■ What you should do ■
Please give again, word for word, the line that contains "Give me a JSON" and every line after it to the end of the data, with no other lines.

■ Dataset ■
-=-=-
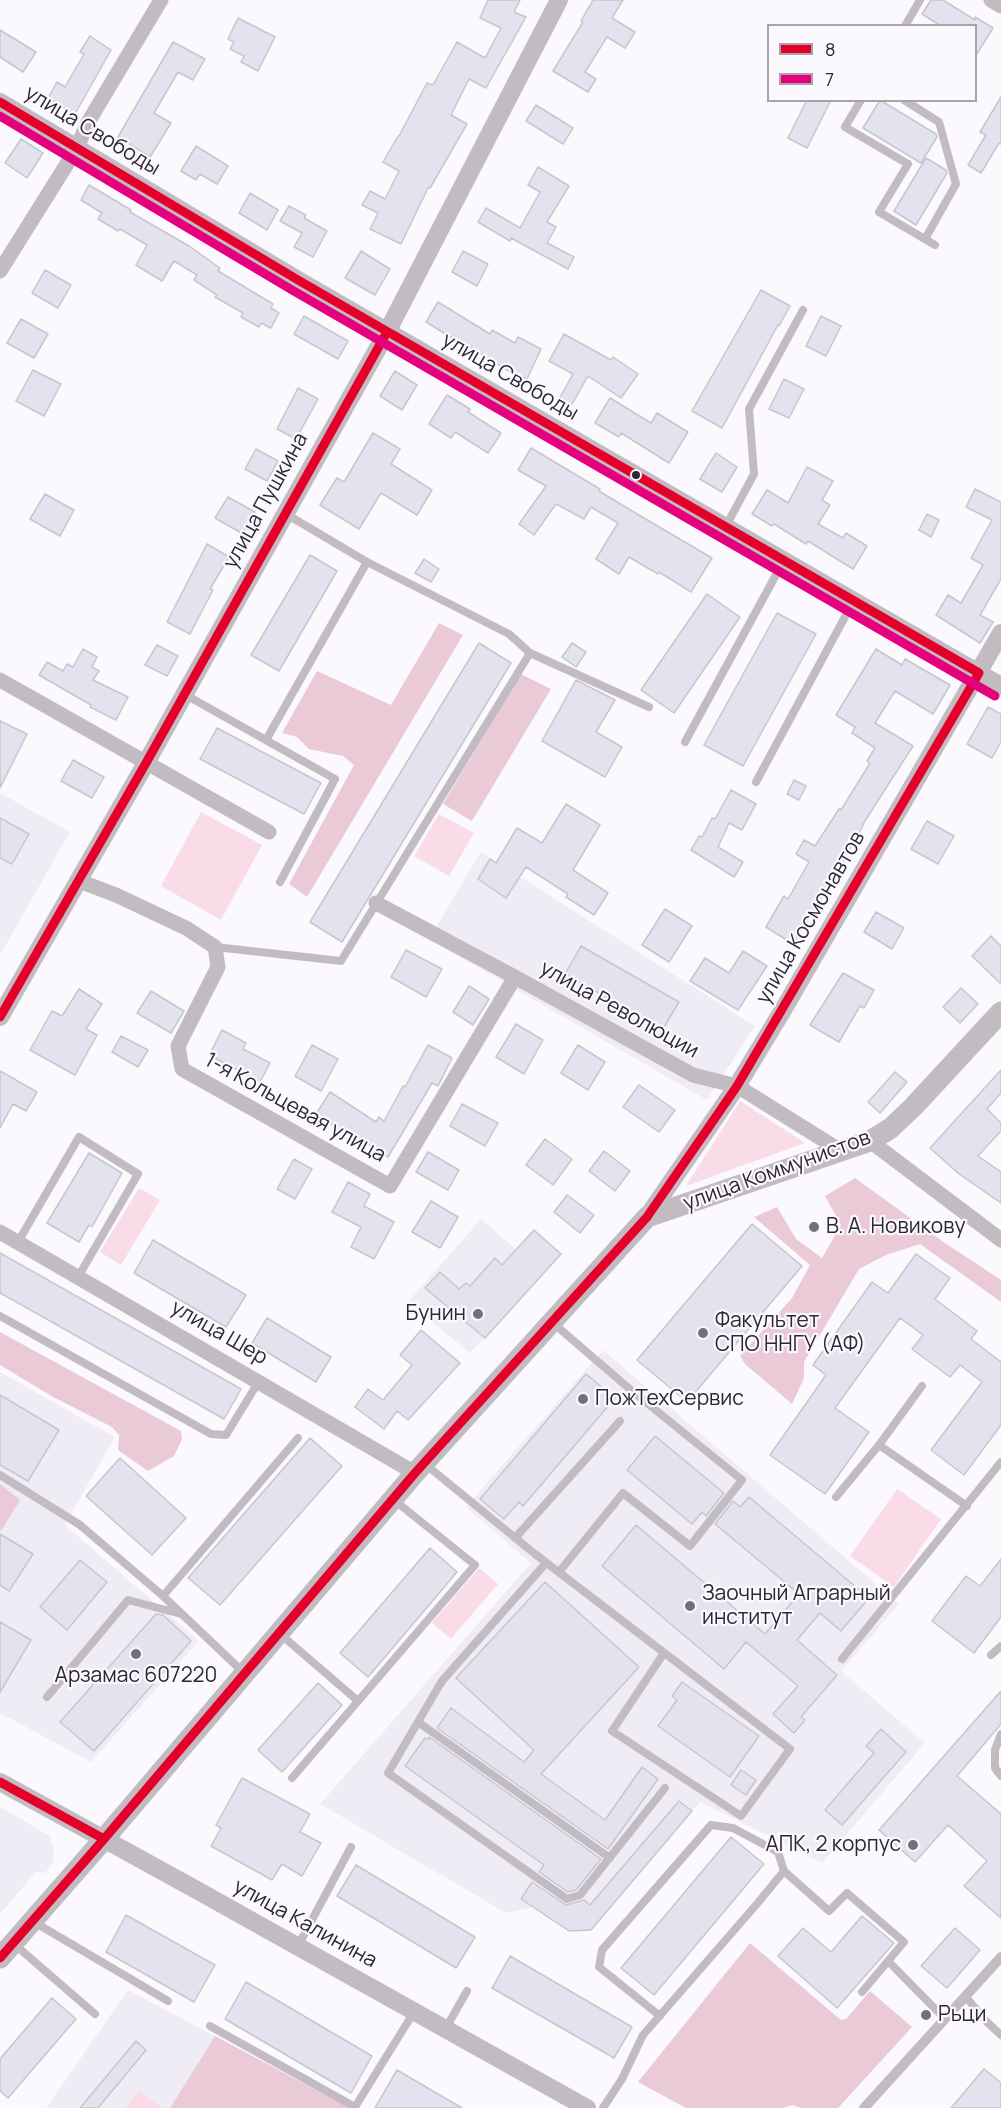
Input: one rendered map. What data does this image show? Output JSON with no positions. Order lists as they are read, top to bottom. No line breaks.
{"streets":{"main road":["улица Коммунистов"],"street":["улица Свободы","улица Пушкина","улица Космонавтов","улица Революции","1-я Кольцевая улица","улица Шер","улица Калинина"]},"crossings":[["улица Свободы","улица Пушкина"],["улица Свободы","улица Космонавтов"],["улица Космонавтов","улица Революции"],["улица Космонавтов","улица Коммунистов"],["улица Революции","1-я Кольцевая улица"],["улица Революции","улица Коммунистов"]],"places":["В. А. Новикову","Бунин","Факультет СПО ННГУ (АФ)","ПожТехСервис","Заочный Аграрный институт","Арзамас 607220","АПК, 2 корпус","Рьци"],"lines":["transit line 8","transit line 7"],"legend":["8","7"]}
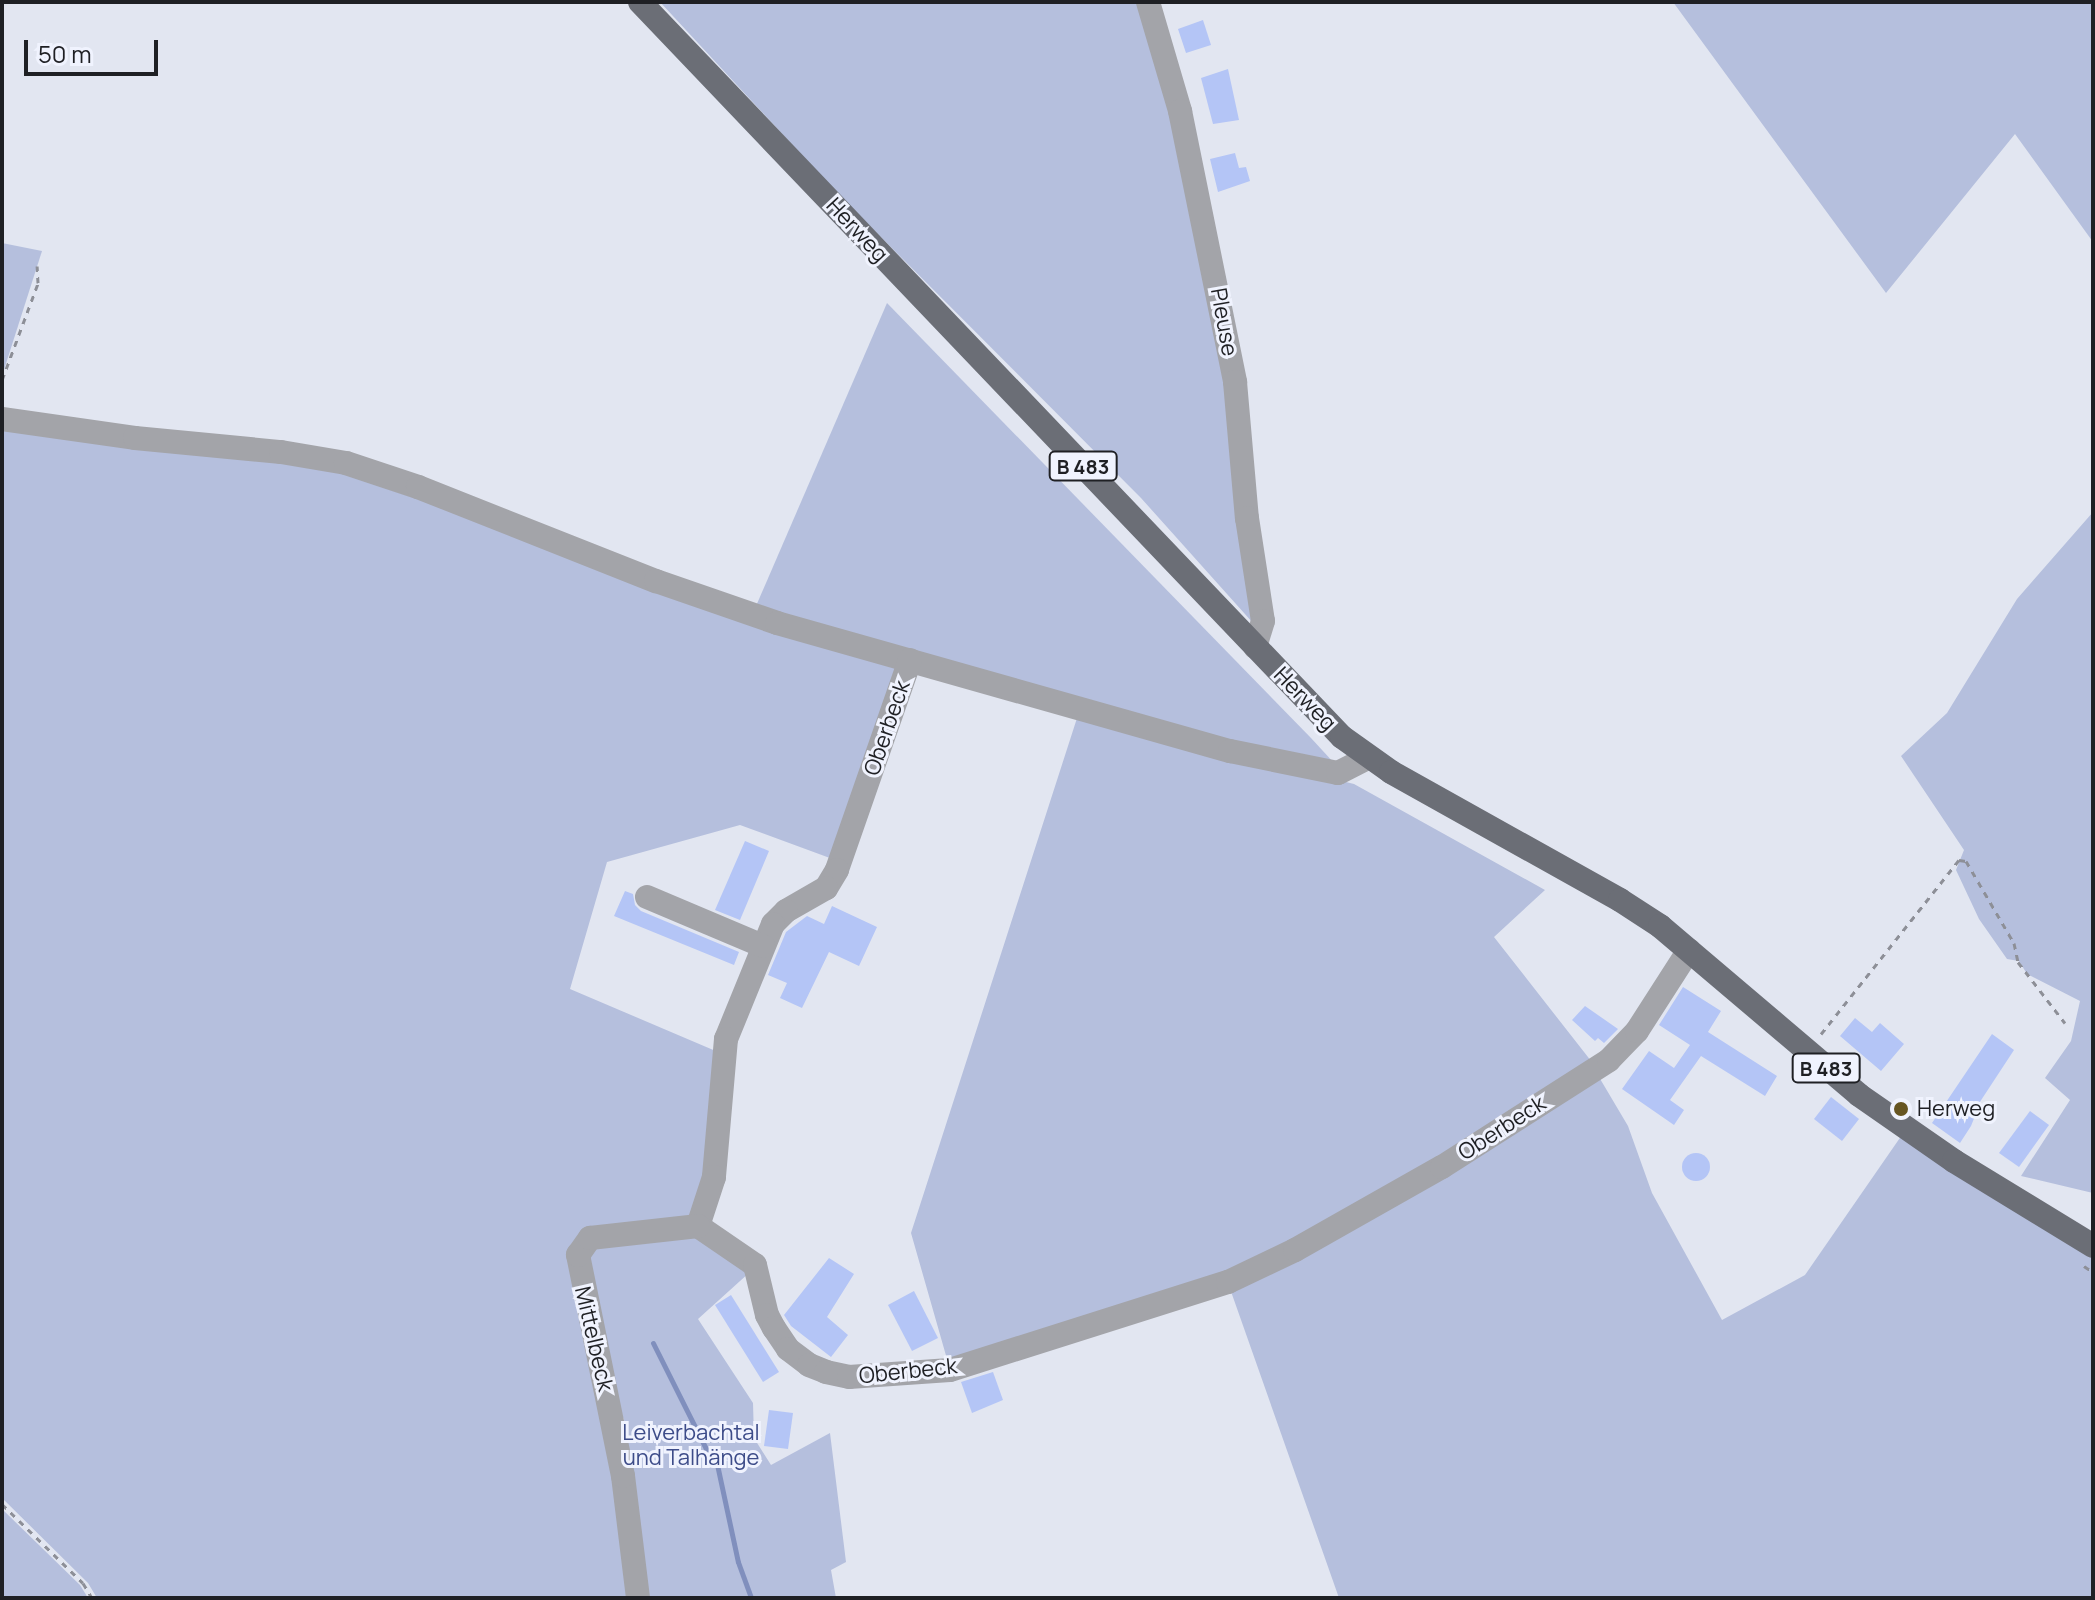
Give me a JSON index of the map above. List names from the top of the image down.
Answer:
{
  "streets": {
    "main road": ["Herweg", "B 483"],
    "street": ["Pleuse", "Oberbeck", "Mittelbeck"]
  },
  "crossings": [
    ["Herweg", "Pleuse"],
    ["Herweg", "Oberbeck"],
    ["Oberbeck", "Mittelbeck"]
  ],
  "parks": ["Leiverbachtal und Talhänge"],
  "places": ["Herweg"],
  "scale_bar": "50 m"
}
-=-=-
■ Finished task ■
Give me a JSON index of the map above. List names from the top of the image down.
Answer:
{
  "streets": {
    "main road": ["Herweg", "B 483"],
    "street": ["Pleuse", "Oberbeck", "Mittelbeck"]
  },
  "crossings": [
    ["Herweg", "Pleuse"],
    ["Herweg", "Oberbeck"],
    ["Oberbeck", "Mittelbeck"]
  ],
  "parks": ["Leiverbachtal und Talhänge"],
  "places": ["Herweg"],
  "scale_bar": "50 m"
}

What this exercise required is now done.